Tuesday, 8 January 2008

Origin In Death by J D Robb

I don’t like books that make me cry. And I got very emotional towards the end of this novel. Why, oh why does Deena have to die? What is the point? SHE was the one who saw through the brain-washing and escaped to freedom. But oh. She killed the Icoves. So she has to die. At least probably that’s what the author thought. But Deena deserved life. The Icoves were monsters incarnate. Particularly the son. With his swapping of the Avril clones every year. So as to keep them away from their children. They mofo Deserved To Die. Deena should have made them suffer a LOT more. Although I got a bit confused when Joseph Wilson seemed to claim the Icove murders as his own.

For me. This novel only got interesting once the murders had been solved. Over half-way into the book. It seemed to take forever for Eve to put two and two together. And inbetween we get a family Thanksgiving. Boy. That was boring. Basically when the author let the reader know that the wife knew a lot about her husband’s death. The glint in her eyes. But I never saw the 3-clone plot coming. I would say that it was a brilliant idea. Unfortunately it didn’t really work. Because. If Joseph Wilson cloned himself. Why didn’t the Icoves? The idea that Icove Snr was content to be 80-years old, when he could have been a 30-year old clone is nonsensical. Anyway. Just to reiterate. Both the Icoves were Devil People.
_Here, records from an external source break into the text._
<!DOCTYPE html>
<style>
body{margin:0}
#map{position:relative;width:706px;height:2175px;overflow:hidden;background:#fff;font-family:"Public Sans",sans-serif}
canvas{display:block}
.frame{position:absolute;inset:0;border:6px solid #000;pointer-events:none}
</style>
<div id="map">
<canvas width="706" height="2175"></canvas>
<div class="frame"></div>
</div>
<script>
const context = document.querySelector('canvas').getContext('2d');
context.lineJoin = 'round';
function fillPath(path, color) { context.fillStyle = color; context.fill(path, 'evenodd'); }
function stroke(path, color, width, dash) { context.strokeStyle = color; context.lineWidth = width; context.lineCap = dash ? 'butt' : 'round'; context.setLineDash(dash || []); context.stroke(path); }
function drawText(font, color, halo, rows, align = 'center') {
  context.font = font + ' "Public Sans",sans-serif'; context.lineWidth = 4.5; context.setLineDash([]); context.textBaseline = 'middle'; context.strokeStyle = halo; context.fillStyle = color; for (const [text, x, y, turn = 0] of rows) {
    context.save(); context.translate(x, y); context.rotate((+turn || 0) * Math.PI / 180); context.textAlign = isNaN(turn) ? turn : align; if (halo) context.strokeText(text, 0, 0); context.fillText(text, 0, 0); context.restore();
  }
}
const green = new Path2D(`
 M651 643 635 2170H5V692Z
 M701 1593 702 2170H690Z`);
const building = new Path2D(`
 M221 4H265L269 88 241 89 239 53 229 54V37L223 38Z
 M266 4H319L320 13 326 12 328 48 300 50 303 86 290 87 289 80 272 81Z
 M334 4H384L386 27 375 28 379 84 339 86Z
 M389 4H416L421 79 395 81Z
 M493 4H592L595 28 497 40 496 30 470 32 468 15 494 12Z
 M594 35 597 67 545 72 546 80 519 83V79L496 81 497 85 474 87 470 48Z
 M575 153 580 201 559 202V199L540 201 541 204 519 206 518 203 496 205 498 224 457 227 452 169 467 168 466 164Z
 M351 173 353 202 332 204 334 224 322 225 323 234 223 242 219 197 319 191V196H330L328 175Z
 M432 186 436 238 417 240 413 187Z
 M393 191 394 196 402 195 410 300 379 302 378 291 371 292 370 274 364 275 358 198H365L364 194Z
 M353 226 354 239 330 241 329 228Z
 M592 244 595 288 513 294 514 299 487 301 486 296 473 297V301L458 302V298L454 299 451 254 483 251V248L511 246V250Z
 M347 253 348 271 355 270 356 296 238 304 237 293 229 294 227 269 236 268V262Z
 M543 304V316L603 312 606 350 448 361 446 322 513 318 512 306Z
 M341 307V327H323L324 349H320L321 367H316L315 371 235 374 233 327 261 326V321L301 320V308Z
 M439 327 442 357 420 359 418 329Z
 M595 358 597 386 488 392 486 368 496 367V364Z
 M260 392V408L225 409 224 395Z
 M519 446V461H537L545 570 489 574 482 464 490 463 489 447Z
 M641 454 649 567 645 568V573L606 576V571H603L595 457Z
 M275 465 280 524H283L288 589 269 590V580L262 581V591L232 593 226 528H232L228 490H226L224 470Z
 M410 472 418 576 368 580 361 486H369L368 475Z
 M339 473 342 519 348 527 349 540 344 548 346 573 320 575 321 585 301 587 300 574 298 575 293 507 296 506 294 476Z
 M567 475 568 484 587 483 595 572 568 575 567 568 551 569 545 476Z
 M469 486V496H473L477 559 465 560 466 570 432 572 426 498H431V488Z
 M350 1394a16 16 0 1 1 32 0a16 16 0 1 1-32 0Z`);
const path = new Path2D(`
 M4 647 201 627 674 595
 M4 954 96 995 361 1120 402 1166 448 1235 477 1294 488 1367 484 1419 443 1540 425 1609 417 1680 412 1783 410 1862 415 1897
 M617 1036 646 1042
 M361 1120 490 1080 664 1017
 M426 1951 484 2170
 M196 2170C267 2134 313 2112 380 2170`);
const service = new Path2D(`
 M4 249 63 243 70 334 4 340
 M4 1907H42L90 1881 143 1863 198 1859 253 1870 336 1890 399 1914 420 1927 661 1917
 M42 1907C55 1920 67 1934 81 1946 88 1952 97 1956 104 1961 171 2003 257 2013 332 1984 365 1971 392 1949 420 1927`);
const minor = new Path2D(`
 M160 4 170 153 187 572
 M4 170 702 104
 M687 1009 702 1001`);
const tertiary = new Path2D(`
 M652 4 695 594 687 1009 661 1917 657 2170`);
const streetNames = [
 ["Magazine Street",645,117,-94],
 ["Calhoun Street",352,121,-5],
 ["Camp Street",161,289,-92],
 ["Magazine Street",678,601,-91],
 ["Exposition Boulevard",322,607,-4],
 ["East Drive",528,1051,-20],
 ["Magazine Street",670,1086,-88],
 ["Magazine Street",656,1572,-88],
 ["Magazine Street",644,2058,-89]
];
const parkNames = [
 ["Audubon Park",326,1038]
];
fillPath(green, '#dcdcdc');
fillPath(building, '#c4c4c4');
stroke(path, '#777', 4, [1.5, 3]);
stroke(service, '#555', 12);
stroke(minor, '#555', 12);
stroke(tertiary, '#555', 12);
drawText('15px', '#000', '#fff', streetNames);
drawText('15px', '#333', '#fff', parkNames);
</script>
The other thing I got tired of was Eve’s moralising and sermonising on how murder affects her on a personal level. The reader gets pretty much the same thing in all the In Death novels. tbh. Eve’s experiences paled into insignificance when compared to the indignities the Avrils had gone through. Eve’s difficulties ended before she was 10. The Avrils and all the other clones had to endure decades of horribleness. But no. Eve’s just got to drag up all her memories and emote on behalf of the Avrils. Also. Why does Eve spend so much time giving Nadine, the tv-journo, information about her cases? It’s beginning to look like glory-hunting to me.

Has the author got something against pioneering members of the medical profession? Surely Conspiracy In Death covered much the same ground. Nutty, self-righteous, doctors with over-inflated egos.

The ending was totally ludicrous. Roarke letting 12-year old Diana walk away with the baby in her arms. Just how is she supposed to feed, and clothe that child. No matter how precocious a child seems, they’re still completely dependent on adults to provide for their physical needs.

I’m not giving this book a second read. Because of Deena. She should have been allowed to live. And the prologue was not nice too. Cracking good read though. For what is basically a formula novel. Much too much waffle throughout the first half of the story. Basically you get the Icove/Wilson tale told over and over again. I suppose the publishers demand a high wordage. It goes without saying though. Minimal romance. Which is a great shame. Would it totally traumatise Eve to put a bit more adult emotions into her marriage? Or to give Roarke some oral instead of it being all the other way?